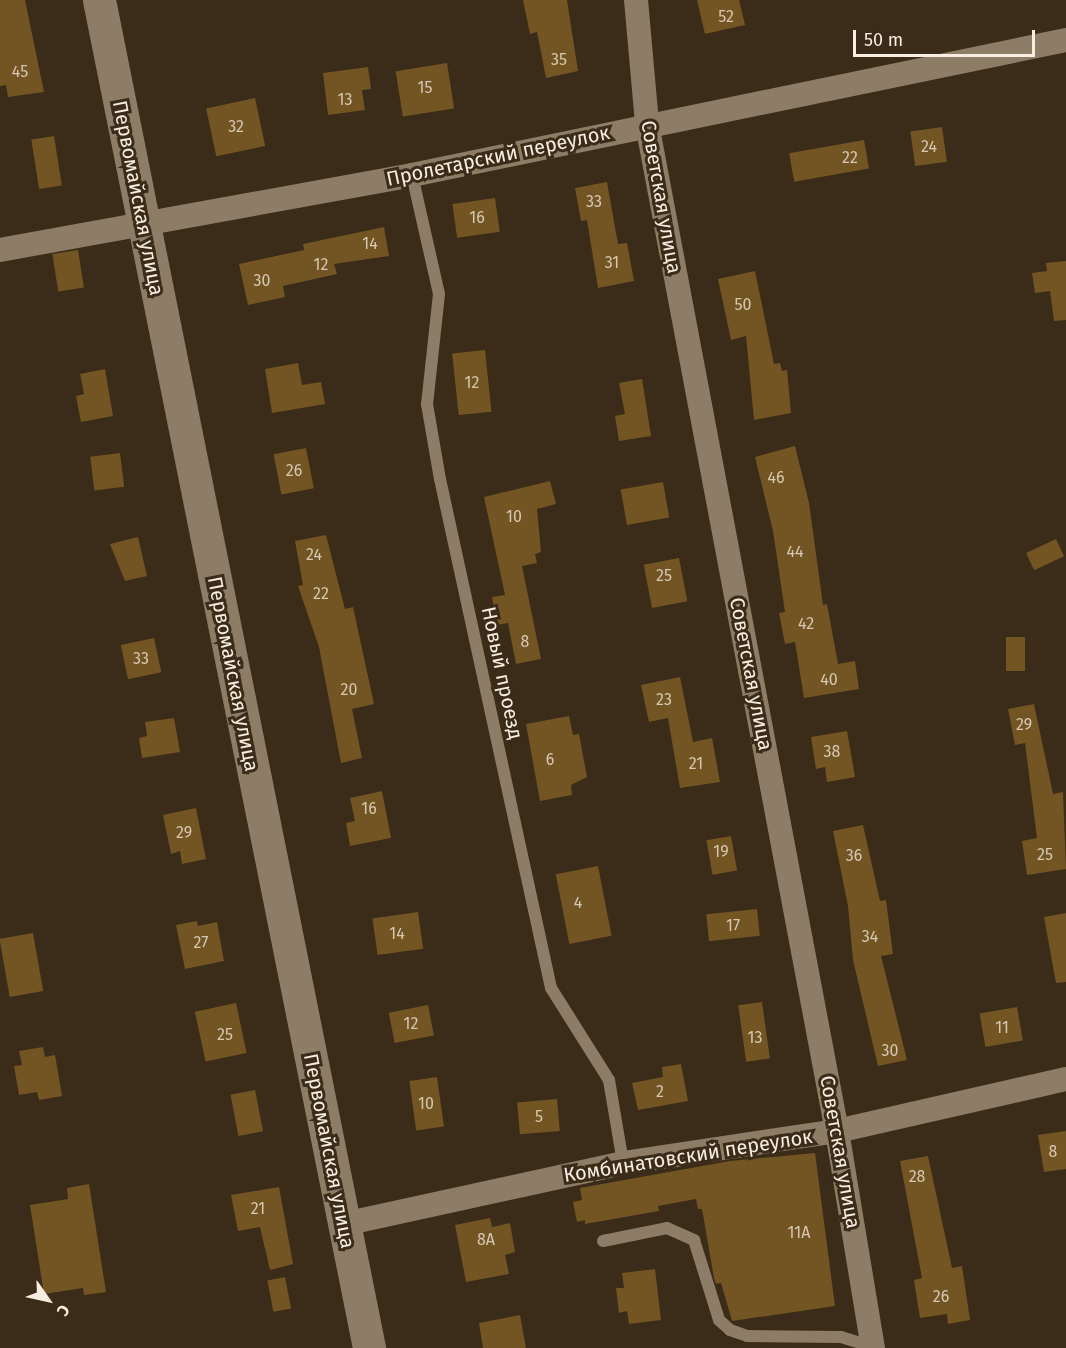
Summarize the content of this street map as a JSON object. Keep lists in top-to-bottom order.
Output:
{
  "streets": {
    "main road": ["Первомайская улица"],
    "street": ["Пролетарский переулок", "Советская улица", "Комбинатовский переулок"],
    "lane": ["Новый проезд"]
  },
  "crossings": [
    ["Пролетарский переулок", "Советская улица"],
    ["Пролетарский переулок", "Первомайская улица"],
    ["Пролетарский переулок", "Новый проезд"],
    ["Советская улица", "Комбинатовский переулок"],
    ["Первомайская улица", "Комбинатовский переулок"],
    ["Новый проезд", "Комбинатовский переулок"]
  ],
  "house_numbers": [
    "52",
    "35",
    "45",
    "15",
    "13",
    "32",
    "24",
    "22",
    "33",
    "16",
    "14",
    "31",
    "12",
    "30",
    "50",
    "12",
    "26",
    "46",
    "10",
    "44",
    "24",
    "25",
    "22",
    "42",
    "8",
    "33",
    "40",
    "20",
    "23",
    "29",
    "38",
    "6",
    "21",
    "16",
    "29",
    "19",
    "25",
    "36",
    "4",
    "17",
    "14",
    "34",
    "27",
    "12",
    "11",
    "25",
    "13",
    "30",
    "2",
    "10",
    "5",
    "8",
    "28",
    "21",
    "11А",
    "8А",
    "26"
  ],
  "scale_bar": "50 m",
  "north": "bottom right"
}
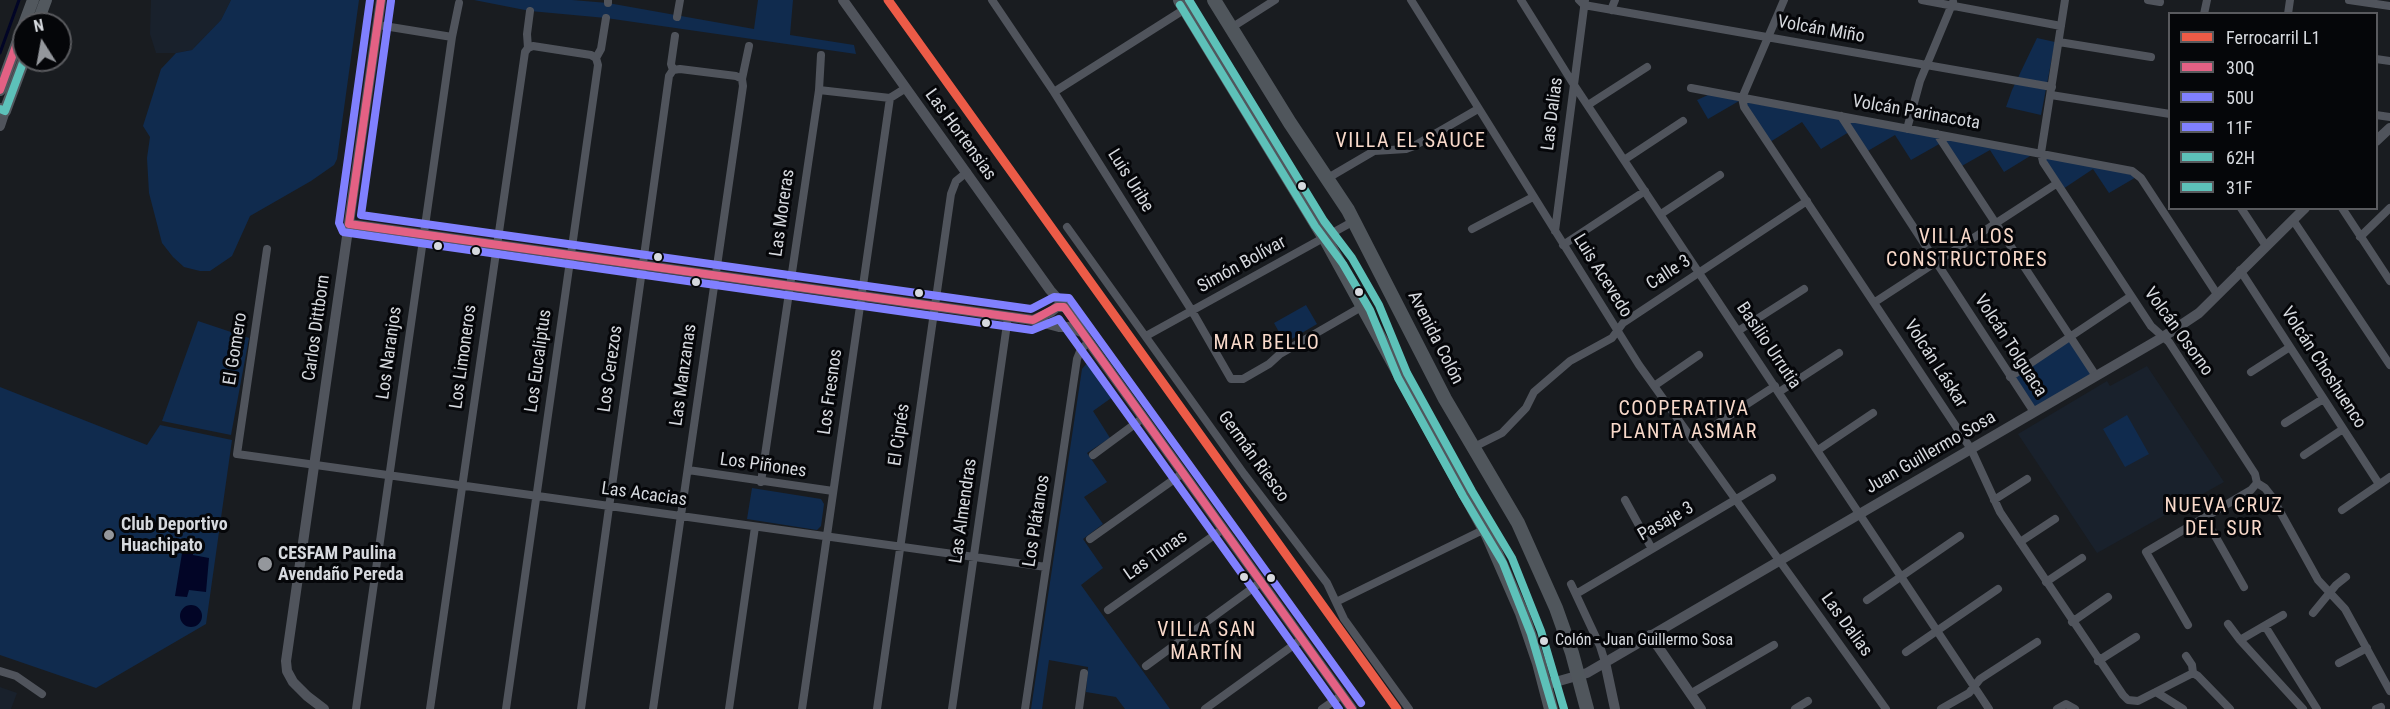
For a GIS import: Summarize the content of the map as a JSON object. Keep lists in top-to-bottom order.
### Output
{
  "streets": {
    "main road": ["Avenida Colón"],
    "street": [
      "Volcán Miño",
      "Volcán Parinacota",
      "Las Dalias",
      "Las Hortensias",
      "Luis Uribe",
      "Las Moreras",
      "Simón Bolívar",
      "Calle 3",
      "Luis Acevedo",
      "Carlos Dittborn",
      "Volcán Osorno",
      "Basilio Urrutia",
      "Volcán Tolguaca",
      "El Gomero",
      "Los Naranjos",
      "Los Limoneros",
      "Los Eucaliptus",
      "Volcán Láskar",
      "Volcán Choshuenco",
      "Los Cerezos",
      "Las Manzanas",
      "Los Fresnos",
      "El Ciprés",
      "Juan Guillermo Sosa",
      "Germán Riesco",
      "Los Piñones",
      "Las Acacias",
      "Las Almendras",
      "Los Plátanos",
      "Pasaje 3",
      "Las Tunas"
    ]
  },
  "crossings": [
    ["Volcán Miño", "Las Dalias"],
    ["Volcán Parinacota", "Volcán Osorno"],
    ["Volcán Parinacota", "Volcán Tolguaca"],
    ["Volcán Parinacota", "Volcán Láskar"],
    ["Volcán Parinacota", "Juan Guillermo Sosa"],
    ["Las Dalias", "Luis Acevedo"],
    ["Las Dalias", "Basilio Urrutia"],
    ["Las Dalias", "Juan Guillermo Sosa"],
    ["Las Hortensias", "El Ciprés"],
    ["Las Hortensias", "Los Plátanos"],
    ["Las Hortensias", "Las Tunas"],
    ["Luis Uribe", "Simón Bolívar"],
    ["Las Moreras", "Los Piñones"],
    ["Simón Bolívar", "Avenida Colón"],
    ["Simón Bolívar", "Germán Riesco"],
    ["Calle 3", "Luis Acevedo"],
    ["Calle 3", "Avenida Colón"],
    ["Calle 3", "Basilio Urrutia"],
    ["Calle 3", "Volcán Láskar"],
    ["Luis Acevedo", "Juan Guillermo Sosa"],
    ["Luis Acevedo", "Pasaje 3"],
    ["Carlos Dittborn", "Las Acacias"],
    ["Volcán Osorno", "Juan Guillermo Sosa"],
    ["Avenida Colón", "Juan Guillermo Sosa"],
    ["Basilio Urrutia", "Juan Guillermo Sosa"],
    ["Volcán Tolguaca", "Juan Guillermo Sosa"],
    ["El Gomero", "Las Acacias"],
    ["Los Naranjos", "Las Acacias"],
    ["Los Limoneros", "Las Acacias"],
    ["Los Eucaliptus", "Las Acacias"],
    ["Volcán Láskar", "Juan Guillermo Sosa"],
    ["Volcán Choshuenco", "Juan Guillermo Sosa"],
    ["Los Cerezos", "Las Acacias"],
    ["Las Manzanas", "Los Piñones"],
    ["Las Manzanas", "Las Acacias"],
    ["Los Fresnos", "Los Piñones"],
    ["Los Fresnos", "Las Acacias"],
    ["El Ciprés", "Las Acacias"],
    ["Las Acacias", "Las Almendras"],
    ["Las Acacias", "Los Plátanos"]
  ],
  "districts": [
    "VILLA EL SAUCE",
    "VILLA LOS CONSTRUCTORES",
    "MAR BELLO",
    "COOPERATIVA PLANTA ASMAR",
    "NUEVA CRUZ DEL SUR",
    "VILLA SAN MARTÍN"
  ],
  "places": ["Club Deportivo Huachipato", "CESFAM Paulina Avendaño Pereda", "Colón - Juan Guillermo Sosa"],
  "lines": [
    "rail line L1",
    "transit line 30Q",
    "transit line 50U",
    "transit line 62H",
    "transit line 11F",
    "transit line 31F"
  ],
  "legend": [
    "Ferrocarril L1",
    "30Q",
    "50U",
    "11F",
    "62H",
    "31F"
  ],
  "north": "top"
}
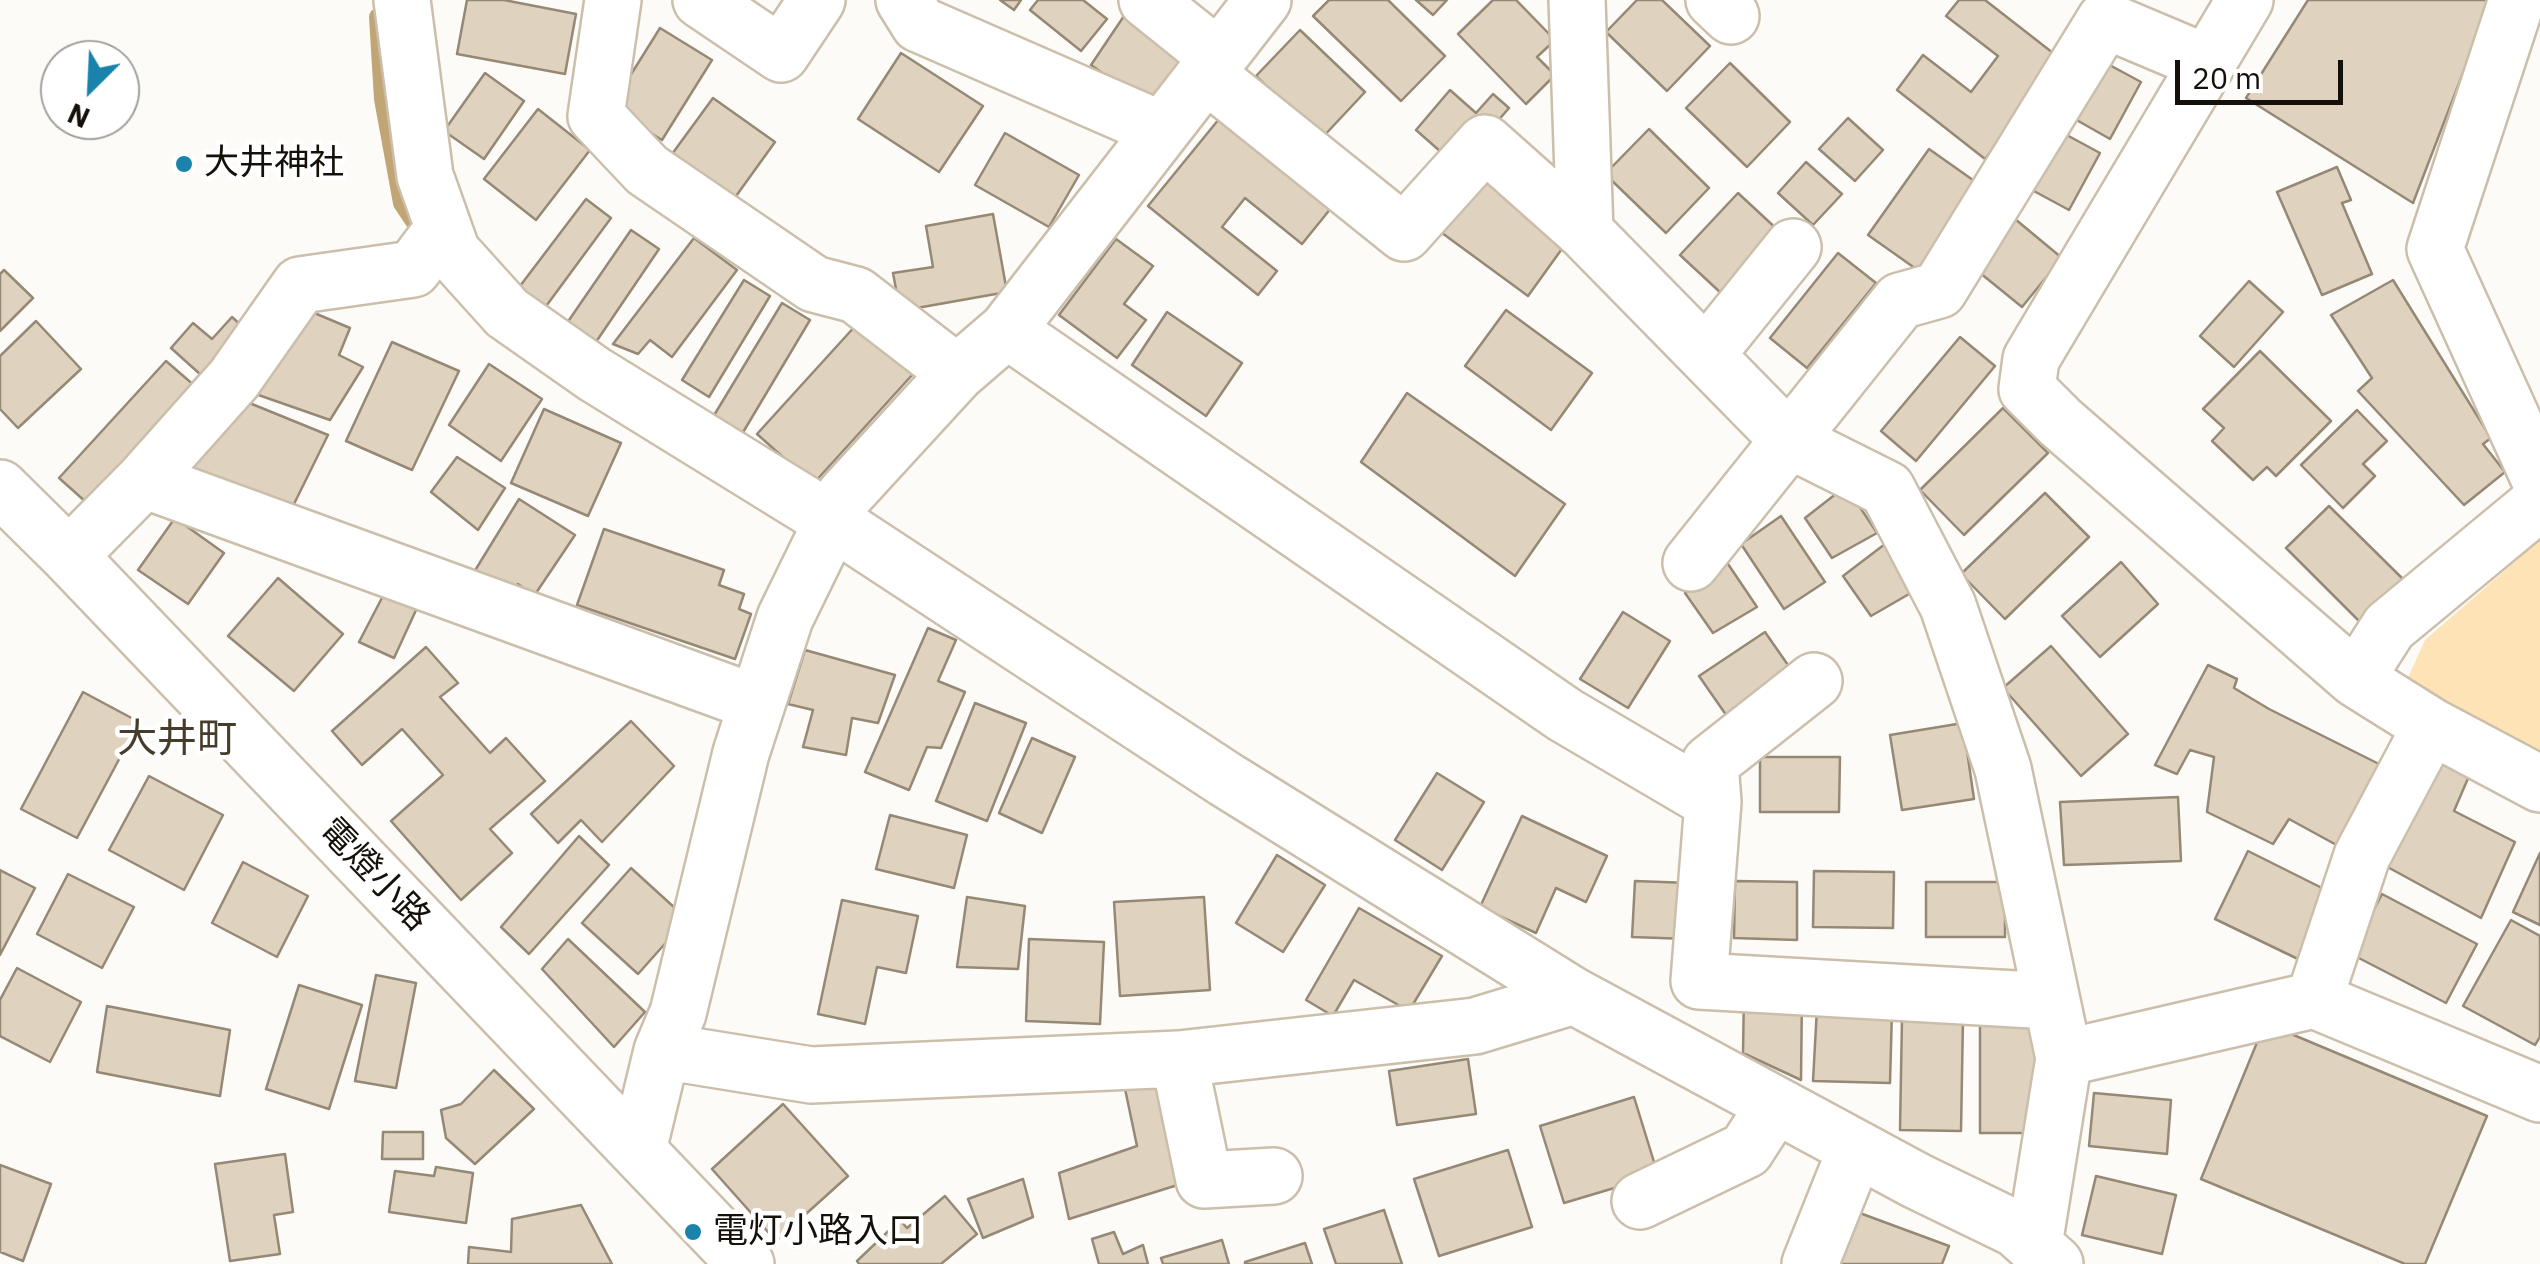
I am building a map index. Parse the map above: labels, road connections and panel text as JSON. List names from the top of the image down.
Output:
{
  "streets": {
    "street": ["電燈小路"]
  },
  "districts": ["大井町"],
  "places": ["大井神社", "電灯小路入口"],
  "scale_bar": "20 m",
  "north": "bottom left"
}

• **REQUIREMENT**
Each record above should be copied character for character, with pictures dropped.

• **ANSWER SPACE**
Summarize the content of this street map as a JSON object. Keep lists in top-to-bottom order.
Output:
{
  "streets": {
    "main road": ["Первомайская улица"],
    "street": ["Пролетарский переулок", "Советская улица", "Комбинатовский переулок"],
    "lane": ["Новый проезд"]
  },
  "crossings": [
    ["Пролетарский переулок", "Советская улица"],
    ["Пролетарский переулок", "Первомайская улица"],
    ["Пролетарский переулок", "Новый проезд"],
    ["Советская улица", "Комбинатовский переулок"],
    ["Первомайская улица", "Комбинатовский переулок"],
    ["Новый проезд", "Комбинатовский переулок"]
  ],
  "house_numbers": [
    "52",
    "35",
    "45",
    "15",
    "13",
    "32",
    "24",
    "22",
    "33",
    "16",
    "14",
    "31",
    "12",
    "30",
    "50",
    "12",
    "26",
    "46",
    "10",
    "44",
    "24",
    "25",
    "22",
    "42",
    "8",
    "33",
    "40",
    "20",
    "23",
    "29",
    "38",
    "6",
    "21",
    "16",
    "29",
    "19",
    "25",
    "36",
    "4",
    "17",
    "14",
    "34",
    "27",
    "12",
    "11",
    "25",
    "13",
    "30",
    "2",
    "10",
    "5",
    "8",
    "28",
    "21",
    "11А",
    "8А",
    "26"
  ],
  "scale_bar": "50 m",
  "north": "bottom right"
}
For a GIS import: Summarize the content of the map as a JSON object. Keep lists in top-to-bottom order.
### Output
{
  "streets": {
    "main road": ["Avenida Colón"],
    "street": [
      "Volcán Miño",
      "Volcán Parinacota",
      "Las Dalias",
      "Las Hortensias",
      "Luis Uribe",
      "Las Moreras",
      "Simón Bolívar",
      "Calle 3",
      "Luis Acevedo",
      "Carlos Dittborn",
      "Volcán Osorno",
      "Basilio Urrutia",
      "Volcán Tolguaca",
      "El Gomero",
      "Los Naranjos",
      "Los Limoneros",
      "Los Eucaliptus",
      "Volcán Láskar",
      "Volcán Choshuenco",
      "Los Cerezos",
      "Las Manzanas",
      "Los Fresnos",
      "El Ciprés",
      "Juan Guillermo Sosa",
      "Germán Riesco",
      "Los Piñones",
      "Las Acacias",
      "Las Almendras",
      "Los Plátanos",
      "Pasaje 3",
      "Las Tunas"
    ]
  },
  "crossings": [
    ["Volcán Miño", "Las Dalias"],
    ["Volcán Parinacota", "Volcán Osorno"],
    ["Volcán Parinacota", "Volcán Tolguaca"],
    ["Volcán Parinacota", "Volcán Láskar"],
    ["Volcán Parinacota", "Juan Guillermo Sosa"],
    ["Las Dalias", "Luis Acevedo"],
    ["Las Dalias", "Basilio Urrutia"],
    ["Las Dalias", "Juan Guillermo Sosa"],
    ["Las Hortensias", "El Ciprés"],
    ["Las Hortensias", "Los Plátanos"],
    ["Las Hortensias", "Las Tunas"],
    ["Luis Uribe", "Simón Bolívar"],
    ["Las Moreras", "Los Piñones"],
    ["Simón Bolívar", "Avenida Colón"],
    ["Simón Bolívar", "Germán Riesco"],
    ["Calle 3", "Luis Acevedo"],
    ["Calle 3", "Avenida Colón"],
    ["Calle 3", "Basilio Urrutia"],
    ["Calle 3", "Volcán Láskar"],
    ["Luis Acevedo", "Juan Guillermo Sosa"],
    ["Luis Acevedo", "Pasaje 3"],
    ["Carlos Dittborn", "Las Acacias"],
    ["Volcán Osorno", "Juan Guillermo Sosa"],
    ["Avenida Colón", "Juan Guillermo Sosa"],
    ["Basilio Urrutia", "Juan Guillermo Sosa"],
    ["Volcán Tolguaca", "Juan Guillermo Sosa"],
    ["El Gomero", "Las Acacias"],
    ["Los Naranjos", "Las Acacias"],
    ["Los Limoneros", "Las Acacias"],
    ["Los Eucaliptus", "Las Acacias"],
    ["Volcán Láskar", "Juan Guillermo Sosa"],
    ["Volcán Choshuenco", "Juan Guillermo Sosa"],
    ["Los Cerezos", "Las Acacias"],
    ["Las Manzanas", "Los Piñones"],
    ["Las Manzanas", "Las Acacias"],
    ["Los Fresnos", "Los Piñones"],
    ["Los Fresnos", "Las Acacias"],
    ["El Ciprés", "Las Acacias"],
    ["Las Acacias", "Las Almendras"],
    ["Las Acacias", "Los Plátanos"]
  ],
  "districts": [
    "VILLA EL SAUCE",
    "VILLA LOS CONSTRUCTORES",
    "MAR BELLO",
    "COOPERATIVA PLANTA ASMAR",
    "NUEVA CRUZ DEL SUR",
    "VILLA SAN MARTÍN"
  ],
  "places": ["Club Deportivo Huachipato", "CESFAM Paulina Avendaño Pereda", "Colón - Juan Guillermo Sosa"],
  "lines": [
    "rail line L1",
    "transit line 30Q",
    "transit line 50U",
    "transit line 62H",
    "transit line 11F",
    "transit line 31F"
  ],
  "legend": [
    "Ferrocarril L1",
    "30Q",
    "50U",
    "11F",
    "62H",
    "31F"
  ],
  "north": "top"
}
I am building a map index. Parse the map above: labels, road connections and panel text as JSON. List names from the top of the image down.
Output:
{
  "streets": {
    "street": ["電燈小路"]
  },
  "districts": ["大井町"],
  "places": ["大井神社", "電灯小路入口"],
  "scale_bar": "20 m",
  "north": "bottom left"
}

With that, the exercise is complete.